Whilst writing this short article our belief in our investment strategy and our philosophy that underpins all that we do – being long term, high conviction, never over complicating matters, investing only in our best ideas, became even more pronounced. It does not take a genius to understand that this style of investing can result in exceptional returns above passive benchmarks.
A passive investment strategy may be suitable for many investors but the ‘one size fits all’ approach is not for everyone. Many wealth managers want more for their investors. Many investors want more from their portfolios; the chance to earn exceptional returns from meaningful exposure to the best growth companies in the world (what is the value in holding 0.01% in an exceptional company?), and exposure to long-term trends and themes shaping our world – from the growing global influence of China to the novel technologies that we are adopting as a society. There is more to investing when we look away from beating the benchmark.

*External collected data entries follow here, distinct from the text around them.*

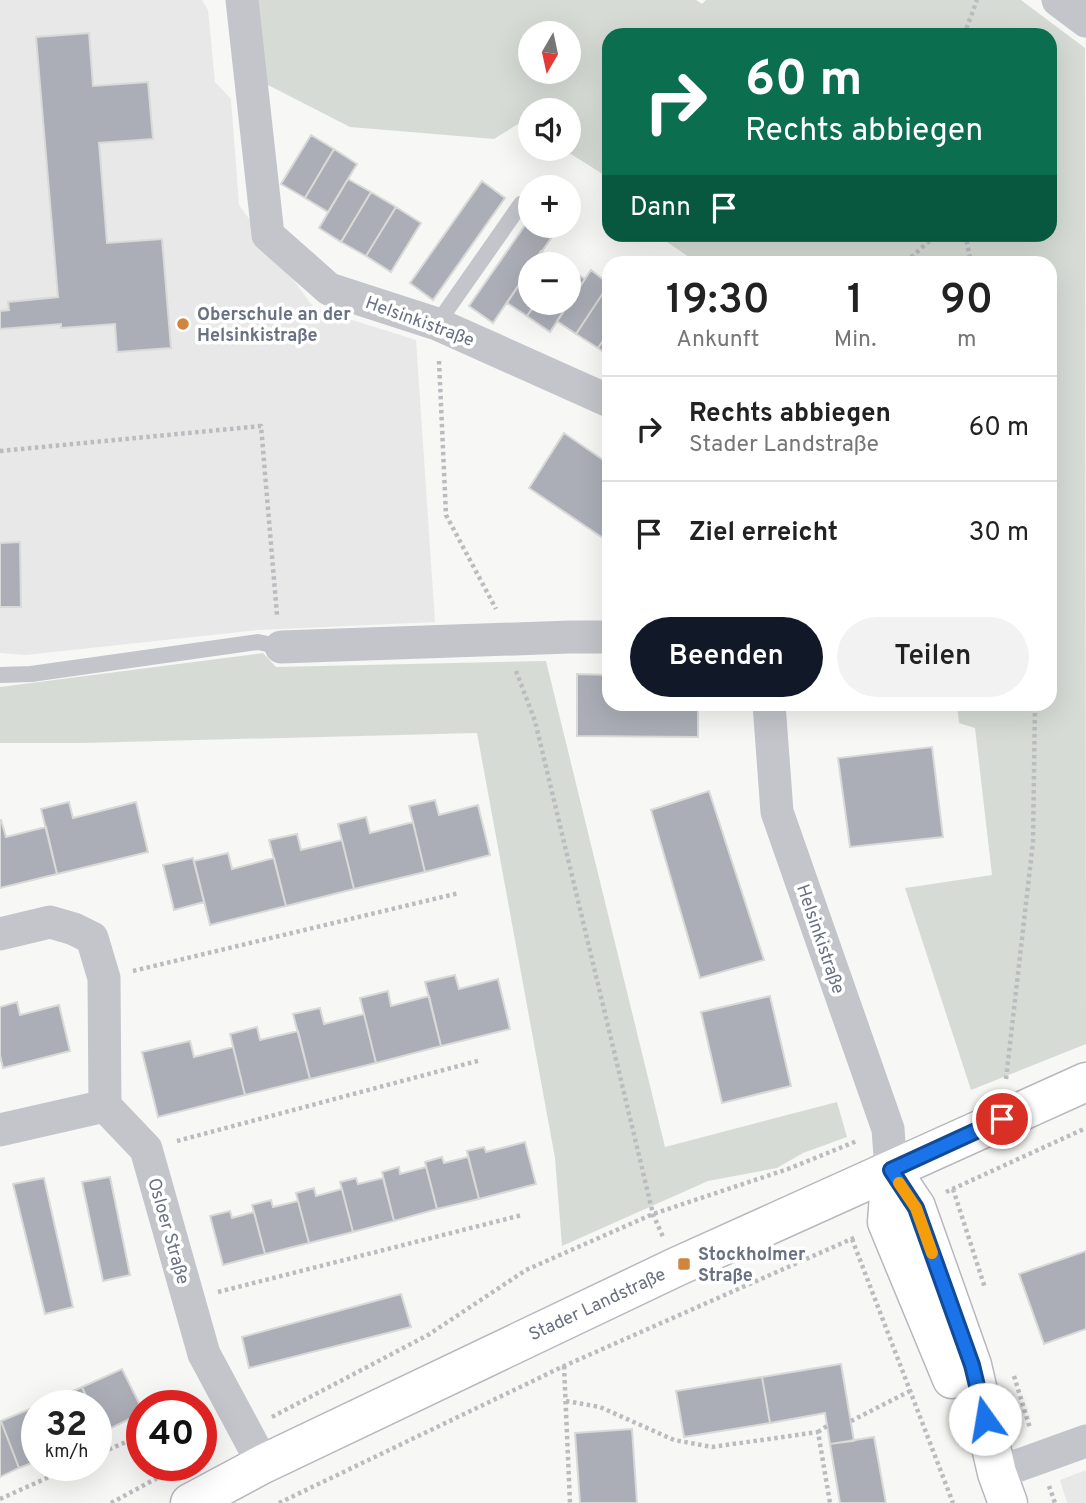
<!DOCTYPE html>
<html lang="de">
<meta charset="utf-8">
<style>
body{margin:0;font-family:Overpass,sans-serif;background:#f2f2f2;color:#222;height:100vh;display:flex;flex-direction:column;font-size:26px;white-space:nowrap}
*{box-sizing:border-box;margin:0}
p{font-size:23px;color:#767676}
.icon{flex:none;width:38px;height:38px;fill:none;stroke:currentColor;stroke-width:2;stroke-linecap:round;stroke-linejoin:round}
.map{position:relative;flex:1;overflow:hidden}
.drawer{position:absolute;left:602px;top:256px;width:455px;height:455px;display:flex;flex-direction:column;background:#fff;border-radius:21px;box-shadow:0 7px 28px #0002}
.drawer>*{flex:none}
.guide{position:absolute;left:602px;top:28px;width:455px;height:214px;border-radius:21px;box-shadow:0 7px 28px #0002;background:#0b6e4f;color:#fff;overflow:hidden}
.needle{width:46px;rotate:189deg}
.buttons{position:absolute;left:518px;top:21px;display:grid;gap:14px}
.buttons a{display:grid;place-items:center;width:63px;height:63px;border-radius:50%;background:#fff;box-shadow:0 7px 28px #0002;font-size:35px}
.speed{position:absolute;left:21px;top:1390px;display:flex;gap:14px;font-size:35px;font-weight:700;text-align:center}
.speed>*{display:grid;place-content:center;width:91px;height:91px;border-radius:50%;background:#fff;box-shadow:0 7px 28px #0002;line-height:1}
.speed small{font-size:18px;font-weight:400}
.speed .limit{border:10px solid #d22;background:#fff;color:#111}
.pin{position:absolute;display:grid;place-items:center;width:60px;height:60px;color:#fff;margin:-30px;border:4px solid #fff;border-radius:50%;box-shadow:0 2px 7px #0007}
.me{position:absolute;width:77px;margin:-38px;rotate:347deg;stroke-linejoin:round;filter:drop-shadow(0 0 5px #0008)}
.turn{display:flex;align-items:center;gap:24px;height:147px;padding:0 28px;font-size:32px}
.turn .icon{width:91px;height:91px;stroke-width:2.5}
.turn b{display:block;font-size:49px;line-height:60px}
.then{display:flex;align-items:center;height:66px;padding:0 28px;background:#0003;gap:14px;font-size:26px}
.eta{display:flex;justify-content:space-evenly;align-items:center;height:119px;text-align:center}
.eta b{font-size:42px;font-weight:600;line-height:49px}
.button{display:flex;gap:14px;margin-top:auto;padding:14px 28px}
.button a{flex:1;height:80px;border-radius:42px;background:#111827;color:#fff;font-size:28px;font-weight:600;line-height:80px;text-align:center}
.button a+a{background:#f2f2f2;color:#222}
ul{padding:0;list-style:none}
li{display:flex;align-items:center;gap:21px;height:105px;padding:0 28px;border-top:2px solid #e0e0e0}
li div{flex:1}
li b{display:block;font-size:26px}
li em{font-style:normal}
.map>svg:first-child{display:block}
.built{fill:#e8e8e8}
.green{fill:#d6dcd5;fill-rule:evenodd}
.building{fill:#acaeb7;stroke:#d9d9d7;stroke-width:2}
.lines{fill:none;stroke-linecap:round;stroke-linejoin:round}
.secondary-casing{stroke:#b6b8be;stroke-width:41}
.path{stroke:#bbbcc0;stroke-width:4.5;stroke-dasharray:3.5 3.5;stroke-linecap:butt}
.lane{stroke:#c4c5ca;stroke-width:16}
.street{stroke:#c4c5ca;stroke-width:33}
.secondary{stroke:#fff;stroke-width:38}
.route-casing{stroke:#114b97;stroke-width:18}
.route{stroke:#1a73e8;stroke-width:12}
.slow{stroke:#f59e0b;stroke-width:12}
.poi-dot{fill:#d0843d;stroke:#fff;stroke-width:2.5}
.labels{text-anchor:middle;stroke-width:7;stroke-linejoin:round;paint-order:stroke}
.poi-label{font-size:18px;font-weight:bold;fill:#6a7183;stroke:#fff;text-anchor:start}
.street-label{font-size:18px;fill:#6a7183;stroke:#fff}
</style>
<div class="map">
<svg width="1086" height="1503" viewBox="0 0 1086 1503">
<rect width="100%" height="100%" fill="#f7f7f5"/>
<path class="built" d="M 0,0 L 202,0 L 208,10 L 215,82 L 231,99 L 239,205 L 314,308 L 416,340 L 435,622 L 258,630 L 25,655 L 0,653 Z
M 1086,1470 L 1086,1503 L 1067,1503 L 1060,1480 Z"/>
<path class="green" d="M 253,0 L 696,0 L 702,4 L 706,0 L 1021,0 L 1085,48 L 1086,1044 L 971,1090 L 905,888 L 992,875 L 975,728 L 959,723 L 957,704 L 1050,704 L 1050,262 L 696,262 L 657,235 L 1050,234 L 1050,35 L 609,35 L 609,178 L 563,149 L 569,149 L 569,110 L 530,110 L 530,128 L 521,122 L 494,139 L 350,127 L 264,83 ZM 530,33 L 569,33 L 569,72 L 530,72 Z
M 263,653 L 276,667 L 546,661 L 665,1147 L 837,1102 L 847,1137 L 803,1153 L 777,1168 L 708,1181 L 562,1246 L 555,1158 L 477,733 L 82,743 L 0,743 L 0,687 Z"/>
<path class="building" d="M 89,33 L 93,86 L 148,82 L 153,139 L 99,143 L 107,243 L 162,239 L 171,348 L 117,352 L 115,324 L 61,328 L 61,324 L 0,329 L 0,311 L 9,310 L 8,302 L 58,297 L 36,37 Z
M 311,135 L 334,149 L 305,198 L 281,184 Z
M 334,149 L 357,164 L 328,212 L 305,198 Z
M 348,179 L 371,192 L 341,242 L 319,228 Z
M 482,181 L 505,198 L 433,300 L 410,283 Z
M 371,192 L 396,207 L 366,256 L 341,242 Z
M 396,207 L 421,223 L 391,272 L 366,256 Z
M 530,218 L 530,226 L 548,226 L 556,231 L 533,264 L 530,264 L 530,268 L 493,323 L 469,306 Z
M 541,251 L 561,264 L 533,264 Z
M 530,268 L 530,303 L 536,303 L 527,316 L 507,303 Z
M 569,269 L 585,279 L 550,332 L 527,316 L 536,303 L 569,303 Z
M 591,270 L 609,284 L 576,334 L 557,321 Z
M 609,284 L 609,332 L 598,348 L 576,334 Z
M 609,332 L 609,356 L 598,348 Z
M 564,433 L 609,464 L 609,542 L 529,488 Z
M 20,542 L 21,607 L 0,607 L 0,543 Z
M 577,674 L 609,675 L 609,704 L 698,704 L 698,737 L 577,736 Z
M 932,747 L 943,837 L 850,847 L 838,758 Z
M 709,791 L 764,960 L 700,978 L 651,810 Z
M 435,800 L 439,815 L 478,805 L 490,855 L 425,872 L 409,806 Z
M 69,802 L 73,818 L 136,802 L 148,852 L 57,874 L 41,809 Z
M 366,817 L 370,833 L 413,822 L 425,872 L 354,889 L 338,824 Z
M 0,820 L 1,820 L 6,837 L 46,827 L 57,874 L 0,888 Z
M 297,834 L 301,850 L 342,840 L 354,889 L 286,906 L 269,840 Z
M 228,853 L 232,869 L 274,858 L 286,906 L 210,925 L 194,861 Z
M 193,858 L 204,902 L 174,910 L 163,865 Z
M 455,975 L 459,989 L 498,979 L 510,1029 L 441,1046 L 425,982 Z
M 388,991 L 391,1006 L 429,996 L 441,1046 L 376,1063 L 360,998 Z
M 770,996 L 791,1086 L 722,1103 L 701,1012 Z
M 17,1002 L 20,1015 L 59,1005 L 70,1051 L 3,1068 L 0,1055 L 0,1007 Z
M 320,1008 L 324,1024 L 364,1014 L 376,1063 L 310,1079 L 293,1014 Z
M 257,1027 L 260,1040 L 298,1031 L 310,1079 L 245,1095 L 230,1034 Z
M 190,1041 L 194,1057 L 233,1047 L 245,1095 L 158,1117 L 142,1052 Z
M 525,1142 L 536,1184 L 479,1199 L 467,1151 L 484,1147 L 486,1152 Z
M 442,1157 L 444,1163 L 468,1157 L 479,1199 L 437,1209 L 425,1162 Z
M 399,1167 L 400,1174 L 426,1167 L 437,1209 L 394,1221 L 382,1172 Z
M 110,1177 L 130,1275 L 103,1281 L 82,1182 Z
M 44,1178 L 73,1307 L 45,1314 L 13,1184 Z
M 356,1178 L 358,1184 L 383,1178 L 394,1221 L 353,1232 L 340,1182 Z
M 314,1188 L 316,1196 L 342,1189 L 353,1232 L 309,1243 L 296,1193 Z
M 271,1200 L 273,1207 L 298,1201 L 309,1243 L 265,1254 L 252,1205 Z
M 230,1211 L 232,1218 L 254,1212 L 265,1254 L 223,1265 L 210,1216 Z
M 1086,1251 L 1086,1329 L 1044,1344 L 1019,1274 Z
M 401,1294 L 411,1327 L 249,1368 L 242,1337 Z
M 841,1364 L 854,1441 L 830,1444 L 825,1413 L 770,1423 L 762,1377 Z
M 122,1369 L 142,1409 L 142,1413 L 103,1432 L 96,1418 L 96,1405 L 90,1405 L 82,1387 Z
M 762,1377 L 770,1423 L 684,1437 L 676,1391 Z
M 82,1387 L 90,1405 L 42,1405 L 42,1404 Z
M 37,1406 L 37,1461 L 19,1468 L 1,1421 Z
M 96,1418 L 103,1432 L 96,1435 Z
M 1,1421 L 19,1468 L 0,1477 L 0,1421 Z
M 632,1429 L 637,1503 L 580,1503 L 575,1433 Z
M 874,1437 L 886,1503 L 840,1503 L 830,1444 Z"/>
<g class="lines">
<g class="secondary-casing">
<path id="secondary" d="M 891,1170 L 916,1207 L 972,1365 L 997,1473 L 1008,1503
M 891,1170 L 887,1222 L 952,1379
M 190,1503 L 263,1464 L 676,1267 L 1086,1082"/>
</g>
<path class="path" d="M 964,35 L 977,0
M 965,234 L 971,262
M 906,262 L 928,242 L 947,234
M 439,361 L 446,515 L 496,609
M 0,451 L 261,426 L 277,615
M 516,671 L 535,721 L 653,1214 L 663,1237
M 133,971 L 459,893
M 1006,1079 L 1033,842 L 1035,704
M 177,1141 L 481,1060
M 953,1189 L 985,1288
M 946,1192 L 1086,1128
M 852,1239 L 953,1503
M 218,1292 L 522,1215
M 564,1366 L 570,1503
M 1014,1376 L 1030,1428
M 566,1401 L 600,1407 L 674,1440 L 712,1447 L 818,1432 L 830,1503
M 272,1417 L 428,1335 L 526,1270 L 653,1214 L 788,1169 L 857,1141
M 851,1421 L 910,1391
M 818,1432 L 827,1426
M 96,1455 L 142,1435
M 1049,1486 L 1055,1503
M 0,1499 L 76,1465
M 111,1503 L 172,1470
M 279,1503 L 564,1366 L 856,1237"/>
<path class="lane" d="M 437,324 L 521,204
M 0,675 L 31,674 L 258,642 L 281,647"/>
<path class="street" d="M 242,0 L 268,235 L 329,289 L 437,324 L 609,401
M 1058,0 L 1086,21
M 281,647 L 570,637 L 609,637
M 769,704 L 777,812 L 888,1129 L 891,1170
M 0,934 L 50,922 L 74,929 L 92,938 L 104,978 L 105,1106
M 0,1130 L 105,1106 L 146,1149 L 204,1354 L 263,1464
M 997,1473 L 1086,1441"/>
<use href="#secondary" class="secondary"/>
</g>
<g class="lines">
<g class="route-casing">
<path id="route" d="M 985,1419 L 972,1365 L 916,1208 L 891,1170 L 1002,1119"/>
</g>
<use href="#route" class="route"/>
<path class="slow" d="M 899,1183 L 916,1208 L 932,1253"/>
</g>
<g class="poi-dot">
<circle cx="183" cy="324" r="7"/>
<rect x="677" y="1257" width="14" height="14" rx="3.5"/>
</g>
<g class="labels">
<g class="poi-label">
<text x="197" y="320">Oberschule an der<tspan x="197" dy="21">Helsinkistraße</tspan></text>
<text x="698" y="1260">Stockholmer<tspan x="698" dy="21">Straße</tspan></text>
</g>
<g class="street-label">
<text transform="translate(420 321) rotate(20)" y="6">Helsinkistraße</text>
<text transform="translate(821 939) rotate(71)" y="6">Helsinkistraße</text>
<text transform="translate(169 1231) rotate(74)" y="6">Osloer Straße</text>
<text transform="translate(597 1304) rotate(-25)" y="6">Stader Landstraße</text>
</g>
</g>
</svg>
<div class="buttons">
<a><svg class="needle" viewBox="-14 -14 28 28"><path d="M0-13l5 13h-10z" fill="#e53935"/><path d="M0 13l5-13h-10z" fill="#767676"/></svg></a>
<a><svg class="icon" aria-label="sound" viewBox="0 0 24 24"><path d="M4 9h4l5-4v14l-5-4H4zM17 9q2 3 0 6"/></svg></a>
<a>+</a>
<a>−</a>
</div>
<div class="speed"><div>32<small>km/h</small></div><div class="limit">40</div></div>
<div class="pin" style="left:1002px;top:1119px;background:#d93025"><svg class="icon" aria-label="arrive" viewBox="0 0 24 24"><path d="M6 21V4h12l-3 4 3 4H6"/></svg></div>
<svg class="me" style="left:985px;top:1419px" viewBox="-20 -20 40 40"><circle r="19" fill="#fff"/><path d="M0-13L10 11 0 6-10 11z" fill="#1a73e8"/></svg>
<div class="guide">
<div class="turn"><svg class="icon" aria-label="right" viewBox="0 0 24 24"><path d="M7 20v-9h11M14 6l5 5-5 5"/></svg><div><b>60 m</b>Rechts abbiegen</div></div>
<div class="then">Dann<svg class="icon" aria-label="arrive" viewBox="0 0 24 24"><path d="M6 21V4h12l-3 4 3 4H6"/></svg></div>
</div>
<section class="drawer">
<div class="eta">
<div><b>19:30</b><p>Ankunft</p></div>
<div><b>1</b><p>Min.</p></div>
<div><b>90</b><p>m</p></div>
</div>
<ul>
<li><svg class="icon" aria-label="right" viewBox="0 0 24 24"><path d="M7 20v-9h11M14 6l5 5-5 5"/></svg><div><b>Rechts abbiegen</b><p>Stader Landstraße</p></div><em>60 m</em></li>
<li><svg class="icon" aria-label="arrive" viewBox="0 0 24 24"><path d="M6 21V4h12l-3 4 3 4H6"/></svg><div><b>Ziel erreicht</b></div><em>30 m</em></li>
</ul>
<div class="button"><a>Beenden</a><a>Teilen</a></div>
</section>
</div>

We expect to face some uncertainties in the short and the medium term along with much of the investment management industry. The effects of the pandemic and the dislocation between the economic environment and the financial markets continues to persist – how long will this last no one can be certain. We do not react to short term noise; we do not unnecessarily sell down positions in times of uncertainty; we are confident that our portfolios are composed of equities and bonds of high-quality durable companies that will continue grow and weather such storms.
By making an investment, your capital is at risk. The value of your investment depends on market fluctuations outside of our control and you may get back less than you invest. Past performance is no indicator of future performance.